Lorsque j’ai entamé la lecture de ce livre, je venais de finir « Chaque jour, est un arbre qui tombe ». La merveilleuse écriture de Gabrielle Wittkop et l’intelligente structure du roman m’ont fait comprendre que chaque jour, chaque instant de vie disparaît de manière irrévocable et s’éloigne de nous pour ne jamais revenir que sous la forme d’un souvenir que la mémoire ne cesse de réécrire. Un arbre tombe, un univers s’écroule avec lui à jamais. Mais au lieu de se satisfaire de cette prise de conscience, il y a chez Wittkop le refus de se résigner. Elle fait face, elle fait front. 

Les poèmes de Gaza résonnent aussi de cette fatalité de la mort qui révulse, qu’on refuse en tout état de cause.
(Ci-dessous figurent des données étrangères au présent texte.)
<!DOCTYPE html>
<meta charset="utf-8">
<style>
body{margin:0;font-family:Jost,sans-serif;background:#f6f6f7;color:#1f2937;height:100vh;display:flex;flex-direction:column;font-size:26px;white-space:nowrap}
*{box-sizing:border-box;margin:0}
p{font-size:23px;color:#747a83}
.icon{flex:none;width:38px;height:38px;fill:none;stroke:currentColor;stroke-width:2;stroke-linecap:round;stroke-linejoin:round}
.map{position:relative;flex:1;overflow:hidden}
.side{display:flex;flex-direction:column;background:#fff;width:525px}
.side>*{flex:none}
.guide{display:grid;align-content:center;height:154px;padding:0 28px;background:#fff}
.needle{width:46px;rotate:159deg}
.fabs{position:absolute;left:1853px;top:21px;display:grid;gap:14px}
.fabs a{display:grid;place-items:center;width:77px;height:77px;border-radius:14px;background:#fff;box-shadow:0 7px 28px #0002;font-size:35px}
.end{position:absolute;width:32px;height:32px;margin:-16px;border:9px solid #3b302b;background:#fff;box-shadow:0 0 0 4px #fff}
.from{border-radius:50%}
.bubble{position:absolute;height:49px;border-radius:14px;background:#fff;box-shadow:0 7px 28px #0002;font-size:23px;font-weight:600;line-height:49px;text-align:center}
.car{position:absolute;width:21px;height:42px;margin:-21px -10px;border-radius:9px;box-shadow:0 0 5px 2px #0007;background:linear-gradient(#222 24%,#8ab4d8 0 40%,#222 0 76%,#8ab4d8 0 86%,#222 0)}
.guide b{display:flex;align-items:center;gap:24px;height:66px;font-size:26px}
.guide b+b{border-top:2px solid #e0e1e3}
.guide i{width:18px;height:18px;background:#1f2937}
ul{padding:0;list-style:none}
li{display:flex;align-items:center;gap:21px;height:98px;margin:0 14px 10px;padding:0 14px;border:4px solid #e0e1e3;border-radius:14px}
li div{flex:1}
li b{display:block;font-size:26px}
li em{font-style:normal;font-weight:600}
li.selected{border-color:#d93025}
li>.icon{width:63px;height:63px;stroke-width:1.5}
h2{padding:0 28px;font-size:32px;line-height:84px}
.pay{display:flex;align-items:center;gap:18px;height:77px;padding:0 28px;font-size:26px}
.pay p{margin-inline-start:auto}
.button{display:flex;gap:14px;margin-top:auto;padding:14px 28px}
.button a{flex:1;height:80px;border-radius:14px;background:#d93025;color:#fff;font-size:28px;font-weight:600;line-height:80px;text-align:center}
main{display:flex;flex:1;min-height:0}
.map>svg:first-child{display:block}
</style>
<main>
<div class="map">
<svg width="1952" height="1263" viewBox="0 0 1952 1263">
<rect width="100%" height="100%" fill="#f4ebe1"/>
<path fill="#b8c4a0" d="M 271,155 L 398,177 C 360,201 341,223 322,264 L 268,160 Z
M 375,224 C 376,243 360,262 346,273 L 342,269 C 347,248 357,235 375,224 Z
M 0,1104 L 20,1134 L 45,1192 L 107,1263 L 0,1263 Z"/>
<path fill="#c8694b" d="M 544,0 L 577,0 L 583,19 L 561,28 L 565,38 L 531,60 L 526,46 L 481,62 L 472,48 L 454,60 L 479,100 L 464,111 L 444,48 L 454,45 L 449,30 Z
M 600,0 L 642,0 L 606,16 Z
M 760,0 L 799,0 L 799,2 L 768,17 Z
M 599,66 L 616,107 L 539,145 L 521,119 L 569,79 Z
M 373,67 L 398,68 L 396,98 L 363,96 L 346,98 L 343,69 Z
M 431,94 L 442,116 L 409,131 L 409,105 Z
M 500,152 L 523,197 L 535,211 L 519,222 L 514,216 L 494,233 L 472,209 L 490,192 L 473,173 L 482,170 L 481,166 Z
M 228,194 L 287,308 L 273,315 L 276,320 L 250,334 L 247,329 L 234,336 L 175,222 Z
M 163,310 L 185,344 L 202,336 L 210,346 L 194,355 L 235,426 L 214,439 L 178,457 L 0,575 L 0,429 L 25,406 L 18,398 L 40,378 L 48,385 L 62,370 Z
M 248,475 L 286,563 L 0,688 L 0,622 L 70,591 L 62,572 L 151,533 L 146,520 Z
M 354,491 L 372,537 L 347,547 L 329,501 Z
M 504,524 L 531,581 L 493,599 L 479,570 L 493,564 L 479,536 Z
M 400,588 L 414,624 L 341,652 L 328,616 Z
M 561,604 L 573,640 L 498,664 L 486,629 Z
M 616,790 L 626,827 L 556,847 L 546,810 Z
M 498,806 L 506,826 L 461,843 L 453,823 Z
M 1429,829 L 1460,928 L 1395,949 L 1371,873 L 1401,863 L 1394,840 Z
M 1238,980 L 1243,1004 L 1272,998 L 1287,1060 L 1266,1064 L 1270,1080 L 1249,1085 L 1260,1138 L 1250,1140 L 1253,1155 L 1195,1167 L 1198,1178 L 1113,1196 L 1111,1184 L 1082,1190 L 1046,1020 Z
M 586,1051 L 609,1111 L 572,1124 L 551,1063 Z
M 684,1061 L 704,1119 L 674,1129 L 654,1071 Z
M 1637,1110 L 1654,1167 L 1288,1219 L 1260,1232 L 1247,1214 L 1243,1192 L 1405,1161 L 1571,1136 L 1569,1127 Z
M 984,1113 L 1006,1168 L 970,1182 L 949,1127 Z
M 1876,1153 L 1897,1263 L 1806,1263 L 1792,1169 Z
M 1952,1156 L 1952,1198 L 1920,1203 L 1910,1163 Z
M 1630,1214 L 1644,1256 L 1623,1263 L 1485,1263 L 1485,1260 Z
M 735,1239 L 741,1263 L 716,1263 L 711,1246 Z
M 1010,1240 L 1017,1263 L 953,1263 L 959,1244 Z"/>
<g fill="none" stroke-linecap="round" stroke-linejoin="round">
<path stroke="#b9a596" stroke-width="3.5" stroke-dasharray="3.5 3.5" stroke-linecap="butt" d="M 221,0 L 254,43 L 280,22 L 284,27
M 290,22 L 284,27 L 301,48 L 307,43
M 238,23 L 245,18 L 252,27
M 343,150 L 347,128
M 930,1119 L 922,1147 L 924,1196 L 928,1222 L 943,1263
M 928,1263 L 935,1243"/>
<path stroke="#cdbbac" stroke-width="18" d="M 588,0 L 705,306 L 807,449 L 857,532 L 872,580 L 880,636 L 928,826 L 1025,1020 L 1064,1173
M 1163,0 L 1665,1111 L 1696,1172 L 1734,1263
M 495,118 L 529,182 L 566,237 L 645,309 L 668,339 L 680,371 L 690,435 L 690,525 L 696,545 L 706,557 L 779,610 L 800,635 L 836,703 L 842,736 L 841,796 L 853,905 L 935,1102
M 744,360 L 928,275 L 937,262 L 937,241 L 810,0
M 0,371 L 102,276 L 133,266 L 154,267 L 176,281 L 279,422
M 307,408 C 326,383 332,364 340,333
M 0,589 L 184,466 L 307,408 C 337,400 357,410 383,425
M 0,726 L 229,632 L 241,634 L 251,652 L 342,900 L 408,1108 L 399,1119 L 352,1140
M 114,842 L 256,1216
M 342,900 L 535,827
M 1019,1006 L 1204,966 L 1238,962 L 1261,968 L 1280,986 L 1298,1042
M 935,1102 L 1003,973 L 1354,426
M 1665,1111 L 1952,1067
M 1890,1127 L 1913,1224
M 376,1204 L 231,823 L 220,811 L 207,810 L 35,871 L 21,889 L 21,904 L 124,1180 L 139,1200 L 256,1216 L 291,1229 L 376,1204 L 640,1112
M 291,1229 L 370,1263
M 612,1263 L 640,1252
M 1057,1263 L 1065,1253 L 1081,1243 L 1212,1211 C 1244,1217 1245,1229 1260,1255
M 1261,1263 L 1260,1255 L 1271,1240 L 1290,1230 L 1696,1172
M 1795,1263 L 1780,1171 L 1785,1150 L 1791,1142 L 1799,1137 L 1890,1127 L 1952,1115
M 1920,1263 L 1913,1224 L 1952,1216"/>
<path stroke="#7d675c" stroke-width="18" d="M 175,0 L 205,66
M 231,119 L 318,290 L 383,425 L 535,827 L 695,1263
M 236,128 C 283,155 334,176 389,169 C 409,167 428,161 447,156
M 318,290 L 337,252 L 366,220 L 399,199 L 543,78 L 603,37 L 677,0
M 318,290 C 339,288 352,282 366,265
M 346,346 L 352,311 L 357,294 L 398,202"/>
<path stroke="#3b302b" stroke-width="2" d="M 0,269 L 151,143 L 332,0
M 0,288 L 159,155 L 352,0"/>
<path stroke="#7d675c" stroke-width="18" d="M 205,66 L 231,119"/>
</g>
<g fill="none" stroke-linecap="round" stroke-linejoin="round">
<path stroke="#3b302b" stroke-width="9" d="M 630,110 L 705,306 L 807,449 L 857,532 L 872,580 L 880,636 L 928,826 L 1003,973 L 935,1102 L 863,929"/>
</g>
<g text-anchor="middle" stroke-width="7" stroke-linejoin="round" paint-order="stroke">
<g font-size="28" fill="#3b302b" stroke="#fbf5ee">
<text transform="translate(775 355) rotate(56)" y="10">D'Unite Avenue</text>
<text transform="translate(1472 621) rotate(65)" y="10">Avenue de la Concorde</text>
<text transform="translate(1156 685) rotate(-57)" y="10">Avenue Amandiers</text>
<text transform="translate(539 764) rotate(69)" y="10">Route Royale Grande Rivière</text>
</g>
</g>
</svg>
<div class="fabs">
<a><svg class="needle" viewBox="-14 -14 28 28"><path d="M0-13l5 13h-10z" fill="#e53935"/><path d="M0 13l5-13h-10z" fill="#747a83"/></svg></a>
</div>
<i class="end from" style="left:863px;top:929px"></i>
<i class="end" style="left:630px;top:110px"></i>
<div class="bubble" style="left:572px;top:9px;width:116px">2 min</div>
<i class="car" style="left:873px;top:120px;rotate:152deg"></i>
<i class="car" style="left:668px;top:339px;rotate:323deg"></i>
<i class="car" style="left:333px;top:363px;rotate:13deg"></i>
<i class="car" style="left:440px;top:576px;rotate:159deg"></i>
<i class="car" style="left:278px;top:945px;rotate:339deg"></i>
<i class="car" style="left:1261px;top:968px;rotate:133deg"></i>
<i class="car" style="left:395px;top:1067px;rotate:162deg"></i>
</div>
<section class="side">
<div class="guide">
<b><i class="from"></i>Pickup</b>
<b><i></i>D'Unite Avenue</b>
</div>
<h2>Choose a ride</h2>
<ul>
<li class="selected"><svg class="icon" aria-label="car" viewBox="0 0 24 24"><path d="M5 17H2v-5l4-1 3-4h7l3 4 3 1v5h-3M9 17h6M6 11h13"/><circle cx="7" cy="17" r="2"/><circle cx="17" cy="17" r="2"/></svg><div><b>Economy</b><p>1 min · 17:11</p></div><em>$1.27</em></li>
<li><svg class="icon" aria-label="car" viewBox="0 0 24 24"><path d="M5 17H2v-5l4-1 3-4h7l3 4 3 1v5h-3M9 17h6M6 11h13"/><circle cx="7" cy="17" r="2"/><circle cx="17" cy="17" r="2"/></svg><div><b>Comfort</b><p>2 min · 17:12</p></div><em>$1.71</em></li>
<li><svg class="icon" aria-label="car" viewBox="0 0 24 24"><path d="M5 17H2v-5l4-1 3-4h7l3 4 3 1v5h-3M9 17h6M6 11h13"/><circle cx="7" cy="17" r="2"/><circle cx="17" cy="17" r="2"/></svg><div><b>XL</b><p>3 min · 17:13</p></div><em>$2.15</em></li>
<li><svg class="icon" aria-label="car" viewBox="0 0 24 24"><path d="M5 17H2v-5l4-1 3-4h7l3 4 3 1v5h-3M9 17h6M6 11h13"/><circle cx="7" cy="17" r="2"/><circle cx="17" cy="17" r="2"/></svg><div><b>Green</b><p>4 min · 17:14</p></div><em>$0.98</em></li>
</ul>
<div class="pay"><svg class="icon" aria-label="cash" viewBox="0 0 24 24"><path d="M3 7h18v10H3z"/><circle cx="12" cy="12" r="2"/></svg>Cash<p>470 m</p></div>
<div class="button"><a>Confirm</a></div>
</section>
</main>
Pour survivre, il faut se familiariser avec la mort sans jamais s’avouer vaincu. Quand elle est omniprésente et s’impose à nous avec la constance, la violence et la brutalité d’une guerre qui ne finit pas, quelle doit être notre réponse? Qu’est-ce qui pousse un être humain à en détruire un autre? Une haine profonde, une discorde aveuglée? Comment empêcher l’anéantissement? La dérive suffisante qui veut nous faire croire que l’autre n’est qu’un ennemi, un monstre, un terroriste, un animal, un vulgaire chiffon, un déchet. 

Il est des saisons terribles où les oiseaux se taisent, où les insectes ne bourdonnent plus, où les sèves végètent, où les arbres meurent. Le silence devient absence. Le monde s’effondre. Quand un arbre tombe, quand un être humain disparaît, on comprend ce qui s’écroule avec lui. Une vie, un réseau de vies, une architecture complexe, un temps long, infiniment long. Un univers. Une peuplade, des civilisations. Une culture. 

Ce livre n’a évidemment pas l’ambition de répondre à ces questions mais il interpelle ses lecteurs, écoutons ces voix multiples avant qu’il ne soit trop tard. Définitivement trop tard. 


Gregory Rateau, De mon sous-sol, Éditions Tarmac, 52 pages, 2024, 10€


« L’homme du sous-sol est capable de demeurer silencieux dans son sous-sol quarante années durant ; mais s’il sort de son trou, il se déboutonne et alors il parle, il parle, il parle… »
Fedor Dostoïevski

Grégory Rateau a découvert Le Sous-sol de Dostoïevski quand il avait vingt ans. Sans doute, quand sa vie allait de guingois, s’est-il identifié à cette confession d’un narrateur anonyme et solitaire dans l’estime puis le dégoût de soi. Aujourd’hui au bord de la quarantaine, il s’y identifie encore et éprouve une urgence à écrire, écrire, écrire. Dans la fièvre d’une lucidité dont la lumière aveugle. Bien sûr, le lecteur comprend vite que le sous-sol, également nommé souterrain par l’auteur des Possédés, est celui de l’âme. « Déjà alors, mon âme portait en elle son sous-sol. », observe-t-il en précurseur de Freud. Le revers d’une conscience travaillée par l’expérience est toujours à chercher dans les bas-fonds tumultueux de l’inconscient. Avec ses jouissances douloureuses.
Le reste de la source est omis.